I've gone the repotting route before, and I know where it leads. First the plant outgrows a nice middle-sized pot, then a big one, and the next thing you know it's firmly established in a container the size of a coffee table that is too heavy to move. It's having illicit pot parties in the living room and you're too intimidated to say anything.
The last time that happened with the Christmas cactus, I finally took drastic action. I clipped off eight or ten substantial cuttings, started a new plant in a medium-sized pot, and after it was well established I lugged the old plant out onto the deck.
In January. A couple of days later we had a blizzard, and there the poor thing sat, the wind making its frozen fingers scratch against the glass door as if it were pleading to be taken back in. I felt like a murderer. It reminded me of the stories about Eskimos leaving old people out on the ice to die.
Especially because that plant was so old. It had been part of my life for nearly 40 years, and part of the family for much longer. My plant was a gift from my mother when I moved into my first house. It started from cuttings from my grandmother's Christmas cactus. Hers bloomed magnificently every year and had grown into a majestic presence, its gnarled thick stalks growing out of a square wooden pot custom-made for it by my uncle. Grandma's plant, in turn, had come from one belonging to her cousin Minnie, which might well have begun with a gift of cuttings to her mother as early as about 1900.
So cutting back my Christmas cactus or restarting it isn't something to be done lightly. It has a venerable and honorable heritage. Of course, it has a promising future as well. The one I started from it for my daughter is flourishing in her living room.
If I do start a new plant and discard the older part of mine, it really wouldn't be cacticide. It's more like reincarnation.
No wonder the Thanksgiving cactus is so confused.

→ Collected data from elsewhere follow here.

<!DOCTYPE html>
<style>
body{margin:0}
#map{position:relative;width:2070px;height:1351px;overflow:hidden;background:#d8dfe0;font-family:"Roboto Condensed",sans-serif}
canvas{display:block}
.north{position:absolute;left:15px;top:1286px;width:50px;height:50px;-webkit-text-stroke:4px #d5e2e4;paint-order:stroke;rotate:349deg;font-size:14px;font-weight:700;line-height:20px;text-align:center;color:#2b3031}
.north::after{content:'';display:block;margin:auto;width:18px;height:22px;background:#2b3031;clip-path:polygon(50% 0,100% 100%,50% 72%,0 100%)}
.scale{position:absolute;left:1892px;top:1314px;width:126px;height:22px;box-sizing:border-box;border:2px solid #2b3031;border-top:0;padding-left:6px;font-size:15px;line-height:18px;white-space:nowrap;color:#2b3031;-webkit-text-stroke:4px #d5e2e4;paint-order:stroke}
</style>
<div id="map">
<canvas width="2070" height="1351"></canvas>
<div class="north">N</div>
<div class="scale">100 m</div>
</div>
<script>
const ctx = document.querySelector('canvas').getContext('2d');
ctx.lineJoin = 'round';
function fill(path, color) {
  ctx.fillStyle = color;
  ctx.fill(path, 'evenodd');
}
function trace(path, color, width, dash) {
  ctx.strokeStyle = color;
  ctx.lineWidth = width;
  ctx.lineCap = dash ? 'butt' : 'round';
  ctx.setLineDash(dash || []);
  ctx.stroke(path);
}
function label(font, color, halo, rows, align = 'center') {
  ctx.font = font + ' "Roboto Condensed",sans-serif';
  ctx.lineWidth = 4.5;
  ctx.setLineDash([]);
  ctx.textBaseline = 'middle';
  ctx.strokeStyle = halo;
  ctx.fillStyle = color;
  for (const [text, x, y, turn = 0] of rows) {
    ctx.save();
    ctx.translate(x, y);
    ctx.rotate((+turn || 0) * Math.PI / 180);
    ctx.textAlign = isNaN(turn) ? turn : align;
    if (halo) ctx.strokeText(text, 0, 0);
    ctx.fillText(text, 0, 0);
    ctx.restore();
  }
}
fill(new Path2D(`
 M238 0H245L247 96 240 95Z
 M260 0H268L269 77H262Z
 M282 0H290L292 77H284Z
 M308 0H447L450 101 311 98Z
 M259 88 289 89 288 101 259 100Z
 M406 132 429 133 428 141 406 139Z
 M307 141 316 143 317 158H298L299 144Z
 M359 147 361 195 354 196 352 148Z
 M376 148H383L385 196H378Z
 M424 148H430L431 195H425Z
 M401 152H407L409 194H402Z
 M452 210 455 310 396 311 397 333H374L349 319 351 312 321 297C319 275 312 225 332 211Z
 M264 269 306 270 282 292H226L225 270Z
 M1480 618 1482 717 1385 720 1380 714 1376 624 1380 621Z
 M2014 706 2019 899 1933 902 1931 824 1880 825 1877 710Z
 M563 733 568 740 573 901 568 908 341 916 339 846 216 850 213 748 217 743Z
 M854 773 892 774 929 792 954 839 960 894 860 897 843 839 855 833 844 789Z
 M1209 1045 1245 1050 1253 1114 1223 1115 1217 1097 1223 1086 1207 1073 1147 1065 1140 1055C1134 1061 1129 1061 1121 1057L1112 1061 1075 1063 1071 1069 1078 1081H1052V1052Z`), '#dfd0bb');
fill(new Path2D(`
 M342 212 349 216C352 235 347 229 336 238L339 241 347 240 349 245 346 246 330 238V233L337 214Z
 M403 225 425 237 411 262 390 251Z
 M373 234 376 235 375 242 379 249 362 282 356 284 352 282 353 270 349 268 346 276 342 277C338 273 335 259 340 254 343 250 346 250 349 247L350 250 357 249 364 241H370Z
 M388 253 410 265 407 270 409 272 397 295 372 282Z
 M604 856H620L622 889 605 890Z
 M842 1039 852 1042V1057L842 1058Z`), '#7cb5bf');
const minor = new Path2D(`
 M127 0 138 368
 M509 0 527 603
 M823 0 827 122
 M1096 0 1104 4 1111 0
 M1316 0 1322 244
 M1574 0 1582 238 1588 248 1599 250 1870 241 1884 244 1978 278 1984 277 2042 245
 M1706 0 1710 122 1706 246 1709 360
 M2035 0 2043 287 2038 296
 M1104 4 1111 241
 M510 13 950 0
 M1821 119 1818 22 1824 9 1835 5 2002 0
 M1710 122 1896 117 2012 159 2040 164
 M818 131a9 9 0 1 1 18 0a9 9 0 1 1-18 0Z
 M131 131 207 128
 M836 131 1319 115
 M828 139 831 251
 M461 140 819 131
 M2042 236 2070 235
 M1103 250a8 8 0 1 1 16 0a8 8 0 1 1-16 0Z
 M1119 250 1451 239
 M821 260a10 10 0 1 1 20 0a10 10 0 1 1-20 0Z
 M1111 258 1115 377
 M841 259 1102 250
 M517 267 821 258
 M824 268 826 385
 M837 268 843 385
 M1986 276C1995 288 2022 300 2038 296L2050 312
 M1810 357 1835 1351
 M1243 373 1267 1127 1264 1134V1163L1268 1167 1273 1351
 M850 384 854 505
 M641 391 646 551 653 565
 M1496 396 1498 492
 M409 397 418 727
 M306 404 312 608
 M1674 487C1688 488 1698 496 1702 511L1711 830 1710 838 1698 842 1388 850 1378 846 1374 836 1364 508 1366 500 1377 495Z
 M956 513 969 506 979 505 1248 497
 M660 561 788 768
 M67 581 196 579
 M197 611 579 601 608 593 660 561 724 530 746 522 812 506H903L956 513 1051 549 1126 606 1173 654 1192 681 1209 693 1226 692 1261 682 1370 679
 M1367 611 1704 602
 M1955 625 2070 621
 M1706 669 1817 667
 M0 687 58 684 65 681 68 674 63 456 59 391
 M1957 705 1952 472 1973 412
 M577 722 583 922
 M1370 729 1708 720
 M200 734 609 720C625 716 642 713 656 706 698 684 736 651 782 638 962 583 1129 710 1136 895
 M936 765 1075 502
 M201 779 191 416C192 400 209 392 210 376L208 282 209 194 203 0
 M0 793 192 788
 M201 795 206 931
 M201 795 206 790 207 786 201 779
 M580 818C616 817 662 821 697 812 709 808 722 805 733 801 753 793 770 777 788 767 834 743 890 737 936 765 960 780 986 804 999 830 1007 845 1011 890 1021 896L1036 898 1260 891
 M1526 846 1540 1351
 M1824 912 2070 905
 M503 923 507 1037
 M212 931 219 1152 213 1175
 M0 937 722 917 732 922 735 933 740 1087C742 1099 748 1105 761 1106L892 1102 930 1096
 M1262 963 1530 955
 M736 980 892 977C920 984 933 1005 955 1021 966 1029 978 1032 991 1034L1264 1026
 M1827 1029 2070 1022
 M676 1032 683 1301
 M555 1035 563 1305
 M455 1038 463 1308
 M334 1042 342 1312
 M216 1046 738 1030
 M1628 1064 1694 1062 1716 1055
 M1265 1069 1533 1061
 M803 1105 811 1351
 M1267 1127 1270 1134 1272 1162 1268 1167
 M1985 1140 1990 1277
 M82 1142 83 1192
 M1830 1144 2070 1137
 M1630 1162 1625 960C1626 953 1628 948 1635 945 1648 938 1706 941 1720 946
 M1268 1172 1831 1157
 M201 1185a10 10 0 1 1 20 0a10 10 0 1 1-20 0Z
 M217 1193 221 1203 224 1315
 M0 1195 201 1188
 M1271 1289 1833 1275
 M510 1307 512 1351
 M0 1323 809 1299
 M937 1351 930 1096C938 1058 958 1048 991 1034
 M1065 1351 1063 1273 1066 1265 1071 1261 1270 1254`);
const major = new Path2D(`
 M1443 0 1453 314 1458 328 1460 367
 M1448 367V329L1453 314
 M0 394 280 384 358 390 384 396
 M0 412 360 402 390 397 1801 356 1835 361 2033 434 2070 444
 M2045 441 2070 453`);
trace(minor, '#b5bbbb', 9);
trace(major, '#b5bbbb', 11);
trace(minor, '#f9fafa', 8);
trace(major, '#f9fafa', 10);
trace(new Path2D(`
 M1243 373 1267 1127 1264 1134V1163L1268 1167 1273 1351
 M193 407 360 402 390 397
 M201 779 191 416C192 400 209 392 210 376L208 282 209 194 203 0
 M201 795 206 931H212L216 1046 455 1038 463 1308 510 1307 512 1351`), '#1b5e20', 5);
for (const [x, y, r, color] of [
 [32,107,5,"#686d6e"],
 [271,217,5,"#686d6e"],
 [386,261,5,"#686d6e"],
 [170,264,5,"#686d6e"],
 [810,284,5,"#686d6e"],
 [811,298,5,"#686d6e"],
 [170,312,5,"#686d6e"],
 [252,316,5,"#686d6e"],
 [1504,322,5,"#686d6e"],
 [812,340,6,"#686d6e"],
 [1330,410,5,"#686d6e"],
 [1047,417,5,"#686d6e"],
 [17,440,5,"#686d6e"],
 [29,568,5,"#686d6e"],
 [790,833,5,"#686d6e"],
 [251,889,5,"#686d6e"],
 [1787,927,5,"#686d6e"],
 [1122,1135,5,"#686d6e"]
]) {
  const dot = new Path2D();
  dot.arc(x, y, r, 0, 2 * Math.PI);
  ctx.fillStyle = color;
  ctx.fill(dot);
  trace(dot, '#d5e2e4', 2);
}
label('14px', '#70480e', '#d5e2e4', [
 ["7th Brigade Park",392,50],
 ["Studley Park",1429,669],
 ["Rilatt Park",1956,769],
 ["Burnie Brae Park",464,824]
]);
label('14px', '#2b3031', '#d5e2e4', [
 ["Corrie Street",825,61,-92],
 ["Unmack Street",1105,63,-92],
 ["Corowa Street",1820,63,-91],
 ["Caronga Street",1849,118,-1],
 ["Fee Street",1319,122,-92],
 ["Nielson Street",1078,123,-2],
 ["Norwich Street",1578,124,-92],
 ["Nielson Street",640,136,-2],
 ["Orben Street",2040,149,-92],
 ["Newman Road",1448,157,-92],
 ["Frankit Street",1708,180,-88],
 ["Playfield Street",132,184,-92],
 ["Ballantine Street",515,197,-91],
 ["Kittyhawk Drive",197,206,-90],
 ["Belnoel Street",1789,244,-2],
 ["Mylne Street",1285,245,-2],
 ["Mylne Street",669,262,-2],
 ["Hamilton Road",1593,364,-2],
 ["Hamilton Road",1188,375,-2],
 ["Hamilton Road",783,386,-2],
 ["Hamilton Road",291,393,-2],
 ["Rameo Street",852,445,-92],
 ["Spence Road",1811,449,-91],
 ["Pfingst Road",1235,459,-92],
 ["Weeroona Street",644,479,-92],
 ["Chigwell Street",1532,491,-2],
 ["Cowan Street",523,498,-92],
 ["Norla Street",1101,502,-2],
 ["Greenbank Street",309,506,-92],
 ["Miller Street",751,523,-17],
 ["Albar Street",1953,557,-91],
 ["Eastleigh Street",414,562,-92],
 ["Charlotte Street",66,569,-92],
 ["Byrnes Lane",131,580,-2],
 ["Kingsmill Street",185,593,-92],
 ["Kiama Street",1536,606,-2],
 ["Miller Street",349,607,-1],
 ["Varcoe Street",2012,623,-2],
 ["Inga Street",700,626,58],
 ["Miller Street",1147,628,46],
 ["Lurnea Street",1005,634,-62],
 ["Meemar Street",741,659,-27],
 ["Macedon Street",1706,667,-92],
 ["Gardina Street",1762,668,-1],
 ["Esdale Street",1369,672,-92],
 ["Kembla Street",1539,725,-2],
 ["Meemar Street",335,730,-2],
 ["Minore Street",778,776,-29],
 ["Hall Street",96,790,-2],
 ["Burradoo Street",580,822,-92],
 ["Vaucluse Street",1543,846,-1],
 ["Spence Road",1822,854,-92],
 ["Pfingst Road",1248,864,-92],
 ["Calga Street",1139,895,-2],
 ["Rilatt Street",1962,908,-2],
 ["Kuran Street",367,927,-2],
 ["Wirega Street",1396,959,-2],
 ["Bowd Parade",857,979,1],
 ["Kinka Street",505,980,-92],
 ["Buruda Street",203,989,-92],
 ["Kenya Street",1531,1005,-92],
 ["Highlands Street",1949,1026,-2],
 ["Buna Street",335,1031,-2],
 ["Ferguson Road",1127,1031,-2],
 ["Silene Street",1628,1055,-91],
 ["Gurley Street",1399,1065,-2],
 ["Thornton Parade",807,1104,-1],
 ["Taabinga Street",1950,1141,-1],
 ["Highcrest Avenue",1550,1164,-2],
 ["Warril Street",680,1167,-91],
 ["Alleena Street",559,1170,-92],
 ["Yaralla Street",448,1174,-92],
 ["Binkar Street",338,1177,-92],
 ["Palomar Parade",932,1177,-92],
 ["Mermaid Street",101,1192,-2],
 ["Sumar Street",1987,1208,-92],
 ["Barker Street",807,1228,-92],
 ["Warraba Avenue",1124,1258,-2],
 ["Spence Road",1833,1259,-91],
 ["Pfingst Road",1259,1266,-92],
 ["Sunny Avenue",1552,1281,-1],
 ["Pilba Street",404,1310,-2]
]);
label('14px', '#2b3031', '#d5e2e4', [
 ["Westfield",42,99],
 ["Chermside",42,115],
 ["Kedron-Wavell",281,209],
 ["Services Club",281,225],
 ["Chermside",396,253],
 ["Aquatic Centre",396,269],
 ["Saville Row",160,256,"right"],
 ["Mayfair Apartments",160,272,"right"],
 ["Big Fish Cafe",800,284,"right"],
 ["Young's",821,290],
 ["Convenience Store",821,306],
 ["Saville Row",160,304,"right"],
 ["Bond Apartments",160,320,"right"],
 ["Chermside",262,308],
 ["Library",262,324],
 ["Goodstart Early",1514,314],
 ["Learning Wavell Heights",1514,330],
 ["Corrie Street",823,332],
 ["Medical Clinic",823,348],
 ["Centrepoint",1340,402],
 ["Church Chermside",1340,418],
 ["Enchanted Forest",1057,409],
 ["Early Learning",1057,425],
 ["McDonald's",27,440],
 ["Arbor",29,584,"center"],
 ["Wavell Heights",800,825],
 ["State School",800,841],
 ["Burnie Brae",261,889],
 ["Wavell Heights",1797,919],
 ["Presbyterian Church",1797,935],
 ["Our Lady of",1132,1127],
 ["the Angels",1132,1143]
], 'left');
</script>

I love flowers, but have never had a ‘place’ in my houses for live house plants. But I do have flower pots which belonged to my grandmother. In her living room, there was a little alcove with a sort of window seat,and under the big window, grandma kept a lot of house plants. Off to one side was an oleander vine which grew all up the side, over the top and down the other side of the alcove. The house, bay window and all has been gone for many years, but I still have some of the flower pots, which I inheirited from my mother. They are, I’m sure, nearly as old as I am, which is considerably ancient. I have filled them with artificial flowers and set them out on our deck. But since I worry about maybe a hail storm breaking my old pots, they spend most of the time tucked safely away under the wooden deck table and chairs. Some of them have ’37 cents’ marked on them; the price my grandmother paid for them back when’ Heck was a pup’. Now that’s a statement one doesn’t hear much any more, and dates me as well as the pots. Ginny
I remember that bay window.It stuck out on the outside of the house so there was a space below it just right for a small child to fit under. (At least I think we’re talking about the same window.)